▸ WHAT THE EXERCISE ASKS
Report how many lines of the entries below contain the word "sans", and nothing more.
════════
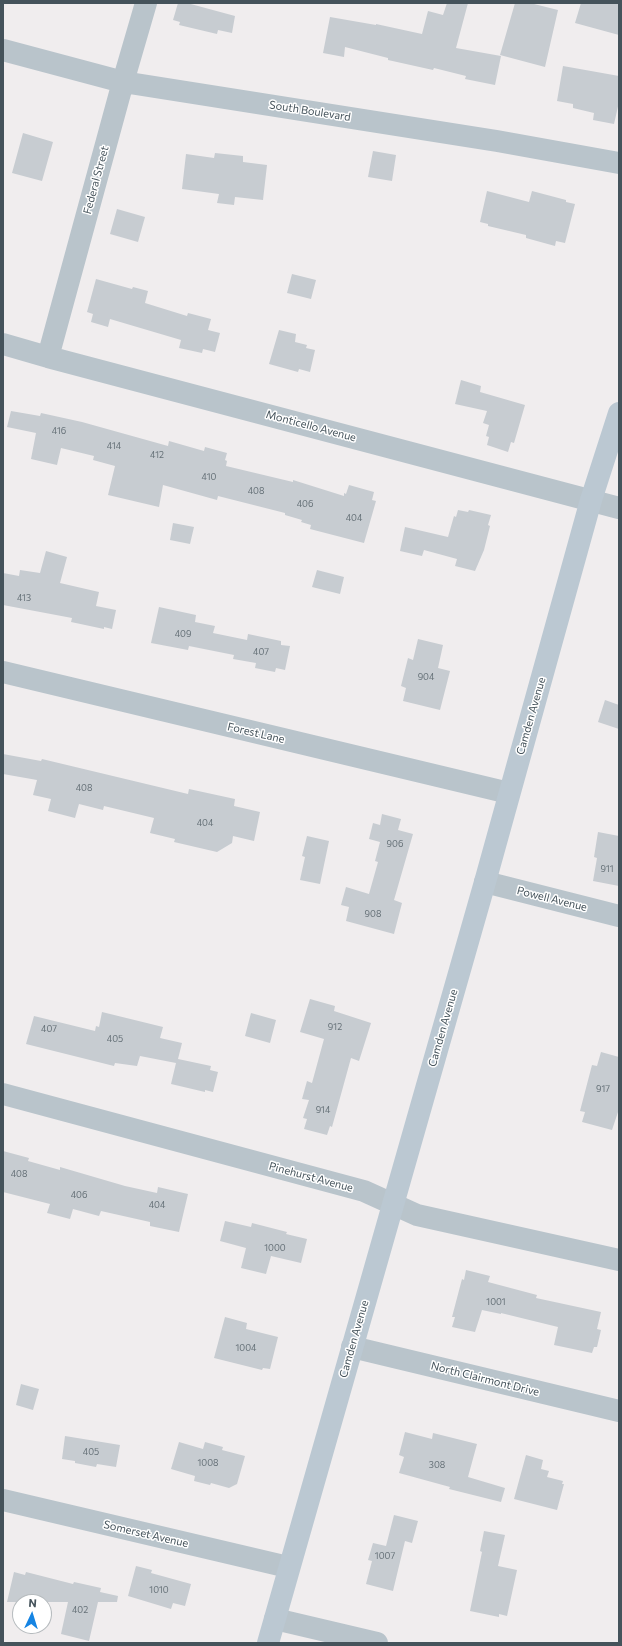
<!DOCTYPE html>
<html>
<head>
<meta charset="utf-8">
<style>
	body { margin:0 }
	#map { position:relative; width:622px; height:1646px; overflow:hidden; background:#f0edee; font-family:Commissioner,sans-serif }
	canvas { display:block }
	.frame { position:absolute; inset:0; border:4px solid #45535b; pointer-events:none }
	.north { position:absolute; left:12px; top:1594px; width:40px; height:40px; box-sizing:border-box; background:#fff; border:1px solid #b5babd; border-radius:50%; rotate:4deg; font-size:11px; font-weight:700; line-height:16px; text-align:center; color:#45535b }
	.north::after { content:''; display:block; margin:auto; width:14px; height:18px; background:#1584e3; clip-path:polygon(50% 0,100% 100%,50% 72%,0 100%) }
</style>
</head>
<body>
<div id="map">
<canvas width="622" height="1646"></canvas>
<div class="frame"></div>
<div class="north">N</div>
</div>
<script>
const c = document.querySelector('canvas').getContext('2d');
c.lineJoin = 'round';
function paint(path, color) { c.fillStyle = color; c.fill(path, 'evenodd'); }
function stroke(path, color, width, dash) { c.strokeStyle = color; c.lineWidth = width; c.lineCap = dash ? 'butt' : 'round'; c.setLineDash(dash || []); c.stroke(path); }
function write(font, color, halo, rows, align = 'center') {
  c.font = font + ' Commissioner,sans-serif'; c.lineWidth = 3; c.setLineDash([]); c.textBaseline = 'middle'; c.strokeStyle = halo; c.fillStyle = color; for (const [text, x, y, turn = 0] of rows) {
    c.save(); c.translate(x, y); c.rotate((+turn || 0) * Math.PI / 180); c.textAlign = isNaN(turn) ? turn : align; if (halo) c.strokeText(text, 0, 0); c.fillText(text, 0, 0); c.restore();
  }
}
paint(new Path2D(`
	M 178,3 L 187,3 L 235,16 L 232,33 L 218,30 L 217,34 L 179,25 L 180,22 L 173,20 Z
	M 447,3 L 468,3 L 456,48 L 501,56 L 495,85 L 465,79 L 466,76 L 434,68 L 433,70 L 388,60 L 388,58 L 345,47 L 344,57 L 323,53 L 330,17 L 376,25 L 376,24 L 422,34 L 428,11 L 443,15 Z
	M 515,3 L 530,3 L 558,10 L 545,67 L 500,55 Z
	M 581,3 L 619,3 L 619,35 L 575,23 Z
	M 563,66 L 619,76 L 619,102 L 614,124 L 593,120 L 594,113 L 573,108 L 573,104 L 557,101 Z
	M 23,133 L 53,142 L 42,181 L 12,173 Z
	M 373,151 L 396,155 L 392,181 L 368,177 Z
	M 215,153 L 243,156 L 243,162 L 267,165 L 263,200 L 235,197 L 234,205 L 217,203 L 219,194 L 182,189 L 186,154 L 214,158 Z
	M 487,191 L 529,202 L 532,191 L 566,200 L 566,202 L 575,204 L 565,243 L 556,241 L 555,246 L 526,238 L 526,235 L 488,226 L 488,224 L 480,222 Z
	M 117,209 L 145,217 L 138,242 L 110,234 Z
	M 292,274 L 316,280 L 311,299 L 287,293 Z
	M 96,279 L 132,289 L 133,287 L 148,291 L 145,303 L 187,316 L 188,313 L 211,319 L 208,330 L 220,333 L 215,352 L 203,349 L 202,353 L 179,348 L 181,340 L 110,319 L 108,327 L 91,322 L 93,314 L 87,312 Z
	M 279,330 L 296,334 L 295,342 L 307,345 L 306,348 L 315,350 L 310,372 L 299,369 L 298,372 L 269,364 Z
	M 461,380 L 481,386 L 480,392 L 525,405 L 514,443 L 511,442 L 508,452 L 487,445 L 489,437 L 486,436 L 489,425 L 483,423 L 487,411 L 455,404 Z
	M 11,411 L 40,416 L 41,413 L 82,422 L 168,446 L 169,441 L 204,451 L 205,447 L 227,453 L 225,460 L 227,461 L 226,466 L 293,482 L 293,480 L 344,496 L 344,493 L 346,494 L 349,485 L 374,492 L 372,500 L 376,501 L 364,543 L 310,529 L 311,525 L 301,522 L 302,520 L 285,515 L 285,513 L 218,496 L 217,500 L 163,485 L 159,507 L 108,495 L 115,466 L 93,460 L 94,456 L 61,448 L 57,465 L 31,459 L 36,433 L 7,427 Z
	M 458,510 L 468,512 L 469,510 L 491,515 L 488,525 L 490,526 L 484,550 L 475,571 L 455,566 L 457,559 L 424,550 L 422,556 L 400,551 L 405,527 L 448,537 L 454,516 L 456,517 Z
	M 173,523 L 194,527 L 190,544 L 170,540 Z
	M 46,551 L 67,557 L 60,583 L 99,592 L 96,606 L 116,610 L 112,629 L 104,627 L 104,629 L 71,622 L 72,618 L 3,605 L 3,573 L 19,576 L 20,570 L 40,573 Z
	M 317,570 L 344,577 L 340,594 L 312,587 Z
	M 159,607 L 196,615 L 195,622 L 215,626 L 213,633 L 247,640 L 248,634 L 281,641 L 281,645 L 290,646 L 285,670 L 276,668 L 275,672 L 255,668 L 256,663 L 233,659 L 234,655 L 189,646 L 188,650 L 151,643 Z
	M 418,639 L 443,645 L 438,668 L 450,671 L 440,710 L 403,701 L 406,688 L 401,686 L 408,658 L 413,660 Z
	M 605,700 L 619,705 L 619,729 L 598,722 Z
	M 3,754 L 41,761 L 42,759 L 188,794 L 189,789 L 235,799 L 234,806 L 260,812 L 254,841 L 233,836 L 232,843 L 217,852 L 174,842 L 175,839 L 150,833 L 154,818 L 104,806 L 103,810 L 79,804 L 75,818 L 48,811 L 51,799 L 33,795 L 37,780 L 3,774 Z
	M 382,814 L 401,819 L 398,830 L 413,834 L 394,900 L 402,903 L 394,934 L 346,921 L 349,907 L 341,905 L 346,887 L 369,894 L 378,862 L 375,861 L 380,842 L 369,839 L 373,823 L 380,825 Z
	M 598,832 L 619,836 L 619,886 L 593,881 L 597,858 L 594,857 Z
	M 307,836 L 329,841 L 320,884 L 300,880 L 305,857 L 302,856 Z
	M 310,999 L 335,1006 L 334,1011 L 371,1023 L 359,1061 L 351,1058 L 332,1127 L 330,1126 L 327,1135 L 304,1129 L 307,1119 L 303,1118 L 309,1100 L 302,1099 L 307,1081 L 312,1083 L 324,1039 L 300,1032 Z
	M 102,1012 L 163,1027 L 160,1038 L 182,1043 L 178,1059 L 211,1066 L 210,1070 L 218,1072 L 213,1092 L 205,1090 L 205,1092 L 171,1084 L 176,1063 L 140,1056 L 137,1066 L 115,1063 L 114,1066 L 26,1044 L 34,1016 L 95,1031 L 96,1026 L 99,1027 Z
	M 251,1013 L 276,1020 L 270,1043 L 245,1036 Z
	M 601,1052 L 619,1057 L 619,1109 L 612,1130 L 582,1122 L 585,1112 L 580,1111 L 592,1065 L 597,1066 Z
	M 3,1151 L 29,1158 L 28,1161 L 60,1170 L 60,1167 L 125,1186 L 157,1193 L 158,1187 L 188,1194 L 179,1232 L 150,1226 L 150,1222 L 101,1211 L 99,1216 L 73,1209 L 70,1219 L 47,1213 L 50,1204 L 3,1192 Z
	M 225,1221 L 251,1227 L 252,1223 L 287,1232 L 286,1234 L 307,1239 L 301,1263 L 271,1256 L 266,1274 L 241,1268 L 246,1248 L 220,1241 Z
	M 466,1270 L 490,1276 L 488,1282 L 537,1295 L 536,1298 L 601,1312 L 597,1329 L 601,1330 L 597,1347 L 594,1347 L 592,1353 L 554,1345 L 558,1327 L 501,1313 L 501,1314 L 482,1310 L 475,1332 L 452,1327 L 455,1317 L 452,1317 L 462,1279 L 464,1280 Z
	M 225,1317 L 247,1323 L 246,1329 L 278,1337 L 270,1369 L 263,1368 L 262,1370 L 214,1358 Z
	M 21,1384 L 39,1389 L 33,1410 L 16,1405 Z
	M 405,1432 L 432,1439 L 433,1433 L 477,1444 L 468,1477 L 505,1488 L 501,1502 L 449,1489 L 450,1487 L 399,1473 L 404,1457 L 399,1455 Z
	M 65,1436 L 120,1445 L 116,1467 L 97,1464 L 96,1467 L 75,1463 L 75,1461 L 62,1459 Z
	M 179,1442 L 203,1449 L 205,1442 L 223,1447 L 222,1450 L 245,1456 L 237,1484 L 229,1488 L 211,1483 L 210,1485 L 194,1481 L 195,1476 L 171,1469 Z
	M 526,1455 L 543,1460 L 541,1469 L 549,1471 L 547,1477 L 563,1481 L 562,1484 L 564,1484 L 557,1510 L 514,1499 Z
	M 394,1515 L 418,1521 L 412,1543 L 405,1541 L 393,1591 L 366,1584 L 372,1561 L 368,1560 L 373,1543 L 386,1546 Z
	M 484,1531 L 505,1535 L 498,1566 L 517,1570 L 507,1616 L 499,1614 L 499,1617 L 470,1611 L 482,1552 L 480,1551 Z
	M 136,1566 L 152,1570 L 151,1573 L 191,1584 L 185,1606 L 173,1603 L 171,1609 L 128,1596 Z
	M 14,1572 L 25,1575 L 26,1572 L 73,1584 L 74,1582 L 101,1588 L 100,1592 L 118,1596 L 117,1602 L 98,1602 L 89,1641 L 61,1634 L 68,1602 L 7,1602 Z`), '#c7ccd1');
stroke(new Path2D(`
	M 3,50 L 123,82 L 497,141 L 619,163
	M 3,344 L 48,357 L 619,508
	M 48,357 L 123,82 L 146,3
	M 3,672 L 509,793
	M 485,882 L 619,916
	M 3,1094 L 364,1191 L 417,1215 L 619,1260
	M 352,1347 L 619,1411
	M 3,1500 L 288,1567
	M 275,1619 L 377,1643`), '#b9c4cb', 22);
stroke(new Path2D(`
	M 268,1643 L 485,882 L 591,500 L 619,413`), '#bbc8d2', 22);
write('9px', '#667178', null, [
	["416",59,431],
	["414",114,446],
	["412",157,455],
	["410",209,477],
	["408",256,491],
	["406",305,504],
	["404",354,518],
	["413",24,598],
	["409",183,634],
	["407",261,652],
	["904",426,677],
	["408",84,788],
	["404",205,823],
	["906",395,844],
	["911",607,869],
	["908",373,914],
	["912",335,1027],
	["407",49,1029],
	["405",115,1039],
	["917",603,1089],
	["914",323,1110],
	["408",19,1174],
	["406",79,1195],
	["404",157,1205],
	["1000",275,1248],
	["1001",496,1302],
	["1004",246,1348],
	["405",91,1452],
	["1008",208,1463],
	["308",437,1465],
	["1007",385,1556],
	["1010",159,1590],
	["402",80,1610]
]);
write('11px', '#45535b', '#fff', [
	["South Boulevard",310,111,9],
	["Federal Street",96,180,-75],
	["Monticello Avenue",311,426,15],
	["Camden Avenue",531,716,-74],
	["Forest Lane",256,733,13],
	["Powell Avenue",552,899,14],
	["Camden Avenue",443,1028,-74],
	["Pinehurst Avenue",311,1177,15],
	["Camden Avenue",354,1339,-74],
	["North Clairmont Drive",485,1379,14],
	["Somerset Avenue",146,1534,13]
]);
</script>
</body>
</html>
════════
▸ SOLVED EXERCISE
2